Stored data:
━━━━━━━━━━

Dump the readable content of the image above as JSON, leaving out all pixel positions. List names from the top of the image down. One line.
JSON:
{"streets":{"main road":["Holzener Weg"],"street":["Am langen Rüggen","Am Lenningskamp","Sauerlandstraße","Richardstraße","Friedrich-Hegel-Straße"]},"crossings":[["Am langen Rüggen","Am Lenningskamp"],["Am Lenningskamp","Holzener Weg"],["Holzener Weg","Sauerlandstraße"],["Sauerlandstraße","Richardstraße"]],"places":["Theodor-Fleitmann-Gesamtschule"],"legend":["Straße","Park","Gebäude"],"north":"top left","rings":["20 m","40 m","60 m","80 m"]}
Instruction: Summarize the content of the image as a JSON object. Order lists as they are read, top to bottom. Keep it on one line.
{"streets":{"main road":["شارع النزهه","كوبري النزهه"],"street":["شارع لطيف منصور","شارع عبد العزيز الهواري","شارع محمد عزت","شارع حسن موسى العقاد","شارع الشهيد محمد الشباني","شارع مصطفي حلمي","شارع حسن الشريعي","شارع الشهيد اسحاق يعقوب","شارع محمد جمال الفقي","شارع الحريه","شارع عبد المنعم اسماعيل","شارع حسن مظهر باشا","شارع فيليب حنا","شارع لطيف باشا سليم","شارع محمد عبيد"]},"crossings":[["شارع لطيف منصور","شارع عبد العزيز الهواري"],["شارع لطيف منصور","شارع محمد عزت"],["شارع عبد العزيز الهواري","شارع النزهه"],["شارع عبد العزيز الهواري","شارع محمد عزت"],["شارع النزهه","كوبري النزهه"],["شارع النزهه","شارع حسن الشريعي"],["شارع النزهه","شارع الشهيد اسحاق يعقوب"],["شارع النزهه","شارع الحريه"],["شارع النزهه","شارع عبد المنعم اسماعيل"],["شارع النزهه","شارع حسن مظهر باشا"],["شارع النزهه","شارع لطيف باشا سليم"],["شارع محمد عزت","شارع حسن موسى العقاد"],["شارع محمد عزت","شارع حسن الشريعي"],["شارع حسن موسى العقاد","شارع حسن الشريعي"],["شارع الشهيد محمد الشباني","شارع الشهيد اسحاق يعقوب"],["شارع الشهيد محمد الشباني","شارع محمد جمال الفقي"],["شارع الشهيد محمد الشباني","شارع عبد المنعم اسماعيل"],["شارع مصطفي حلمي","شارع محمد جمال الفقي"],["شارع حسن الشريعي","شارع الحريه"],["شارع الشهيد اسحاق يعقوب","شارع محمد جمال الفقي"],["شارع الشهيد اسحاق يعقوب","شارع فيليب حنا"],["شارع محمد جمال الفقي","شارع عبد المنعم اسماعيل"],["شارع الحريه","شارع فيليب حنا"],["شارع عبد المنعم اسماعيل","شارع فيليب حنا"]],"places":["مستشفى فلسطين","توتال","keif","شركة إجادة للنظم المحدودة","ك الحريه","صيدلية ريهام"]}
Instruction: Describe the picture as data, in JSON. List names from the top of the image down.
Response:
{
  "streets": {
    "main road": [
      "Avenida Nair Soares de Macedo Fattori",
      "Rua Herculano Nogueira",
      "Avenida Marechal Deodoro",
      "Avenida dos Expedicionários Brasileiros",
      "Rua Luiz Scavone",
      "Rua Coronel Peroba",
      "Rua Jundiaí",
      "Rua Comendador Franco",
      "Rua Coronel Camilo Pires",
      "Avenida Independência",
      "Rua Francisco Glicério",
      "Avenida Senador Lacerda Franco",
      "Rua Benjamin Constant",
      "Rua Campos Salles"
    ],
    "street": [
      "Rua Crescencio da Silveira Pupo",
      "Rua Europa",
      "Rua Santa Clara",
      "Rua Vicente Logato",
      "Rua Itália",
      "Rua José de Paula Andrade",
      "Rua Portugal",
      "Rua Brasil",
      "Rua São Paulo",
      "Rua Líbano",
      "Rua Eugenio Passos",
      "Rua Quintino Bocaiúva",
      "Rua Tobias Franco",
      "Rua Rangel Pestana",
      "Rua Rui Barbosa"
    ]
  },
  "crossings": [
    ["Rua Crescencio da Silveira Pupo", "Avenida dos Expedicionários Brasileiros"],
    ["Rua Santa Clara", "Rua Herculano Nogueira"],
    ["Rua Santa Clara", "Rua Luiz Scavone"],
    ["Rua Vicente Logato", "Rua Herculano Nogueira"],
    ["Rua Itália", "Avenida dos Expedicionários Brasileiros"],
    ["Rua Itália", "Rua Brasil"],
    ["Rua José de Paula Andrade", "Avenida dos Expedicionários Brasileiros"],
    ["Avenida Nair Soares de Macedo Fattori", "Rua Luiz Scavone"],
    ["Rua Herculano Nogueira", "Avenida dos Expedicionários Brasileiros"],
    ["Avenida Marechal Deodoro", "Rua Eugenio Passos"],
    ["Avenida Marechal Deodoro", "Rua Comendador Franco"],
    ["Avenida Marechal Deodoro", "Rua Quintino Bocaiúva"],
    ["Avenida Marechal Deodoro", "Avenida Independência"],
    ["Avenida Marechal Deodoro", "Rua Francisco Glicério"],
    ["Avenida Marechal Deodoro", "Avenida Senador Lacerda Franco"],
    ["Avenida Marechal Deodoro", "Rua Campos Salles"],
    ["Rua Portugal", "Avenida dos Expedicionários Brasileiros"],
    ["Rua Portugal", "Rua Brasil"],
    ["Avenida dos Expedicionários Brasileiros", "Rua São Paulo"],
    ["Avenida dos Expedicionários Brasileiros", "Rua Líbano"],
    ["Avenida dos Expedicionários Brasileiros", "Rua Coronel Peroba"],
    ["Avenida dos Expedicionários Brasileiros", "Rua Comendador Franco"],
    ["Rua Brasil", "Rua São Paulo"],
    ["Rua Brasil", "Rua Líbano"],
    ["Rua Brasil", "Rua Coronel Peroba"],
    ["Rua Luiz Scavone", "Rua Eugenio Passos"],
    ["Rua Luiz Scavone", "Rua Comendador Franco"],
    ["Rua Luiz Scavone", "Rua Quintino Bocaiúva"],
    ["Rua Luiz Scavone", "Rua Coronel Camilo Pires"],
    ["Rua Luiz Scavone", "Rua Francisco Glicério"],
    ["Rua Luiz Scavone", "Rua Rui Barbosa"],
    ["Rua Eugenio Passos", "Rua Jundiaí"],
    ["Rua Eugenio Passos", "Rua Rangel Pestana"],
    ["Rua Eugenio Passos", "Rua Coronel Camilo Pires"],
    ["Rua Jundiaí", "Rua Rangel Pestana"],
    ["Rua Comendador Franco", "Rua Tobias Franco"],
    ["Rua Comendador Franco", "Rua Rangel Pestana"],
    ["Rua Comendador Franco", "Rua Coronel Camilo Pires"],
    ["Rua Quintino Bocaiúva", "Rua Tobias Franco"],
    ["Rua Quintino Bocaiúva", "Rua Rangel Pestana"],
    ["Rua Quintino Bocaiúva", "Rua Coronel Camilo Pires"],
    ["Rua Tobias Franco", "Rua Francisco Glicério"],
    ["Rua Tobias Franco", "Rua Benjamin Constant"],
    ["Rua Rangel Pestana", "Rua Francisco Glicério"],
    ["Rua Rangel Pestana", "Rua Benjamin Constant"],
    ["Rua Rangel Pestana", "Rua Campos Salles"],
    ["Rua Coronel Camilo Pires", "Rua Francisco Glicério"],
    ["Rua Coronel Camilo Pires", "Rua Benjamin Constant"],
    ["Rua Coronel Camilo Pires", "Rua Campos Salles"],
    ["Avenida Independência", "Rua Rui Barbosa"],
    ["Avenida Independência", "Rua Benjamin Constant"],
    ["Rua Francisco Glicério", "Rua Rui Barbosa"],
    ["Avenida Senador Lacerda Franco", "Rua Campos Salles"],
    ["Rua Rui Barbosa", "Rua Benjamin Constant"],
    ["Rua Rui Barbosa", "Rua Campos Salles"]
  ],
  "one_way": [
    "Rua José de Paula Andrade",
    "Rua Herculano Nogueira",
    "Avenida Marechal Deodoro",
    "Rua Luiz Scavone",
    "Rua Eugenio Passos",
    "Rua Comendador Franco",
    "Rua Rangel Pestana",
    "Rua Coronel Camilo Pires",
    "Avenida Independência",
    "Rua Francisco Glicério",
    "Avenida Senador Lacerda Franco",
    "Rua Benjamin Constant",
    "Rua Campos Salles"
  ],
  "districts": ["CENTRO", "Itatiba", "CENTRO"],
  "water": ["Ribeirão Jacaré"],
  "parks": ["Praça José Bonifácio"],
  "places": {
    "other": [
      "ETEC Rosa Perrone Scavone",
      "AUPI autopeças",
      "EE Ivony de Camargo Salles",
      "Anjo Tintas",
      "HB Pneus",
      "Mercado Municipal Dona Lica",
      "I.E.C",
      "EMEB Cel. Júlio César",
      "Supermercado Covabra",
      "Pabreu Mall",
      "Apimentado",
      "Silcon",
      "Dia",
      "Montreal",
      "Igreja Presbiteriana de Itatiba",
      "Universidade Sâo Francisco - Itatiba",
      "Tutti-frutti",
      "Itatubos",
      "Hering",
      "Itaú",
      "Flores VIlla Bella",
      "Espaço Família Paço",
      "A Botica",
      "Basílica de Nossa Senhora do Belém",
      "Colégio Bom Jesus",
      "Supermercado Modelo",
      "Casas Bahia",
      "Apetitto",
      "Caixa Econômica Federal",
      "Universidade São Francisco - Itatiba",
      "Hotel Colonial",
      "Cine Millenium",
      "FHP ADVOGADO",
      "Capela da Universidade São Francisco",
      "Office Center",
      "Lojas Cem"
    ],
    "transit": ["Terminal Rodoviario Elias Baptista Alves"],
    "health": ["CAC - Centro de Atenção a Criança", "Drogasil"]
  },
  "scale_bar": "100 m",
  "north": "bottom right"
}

━━━━━━━━━━

Work instructions
From the entries above, return each line with the word "JSON" in it.

Output below
Dump the readable content of the image above as JSON, leaving out all pixel positions. List names from the top of the image down. One line.
JSON:
Instruction: Summarize the content of the image as a JSON object. Order lists as they are read, top to bottom. Keep it on one line.
Instruction: Describe the picture as data, in JSON. List names from the top of the image down.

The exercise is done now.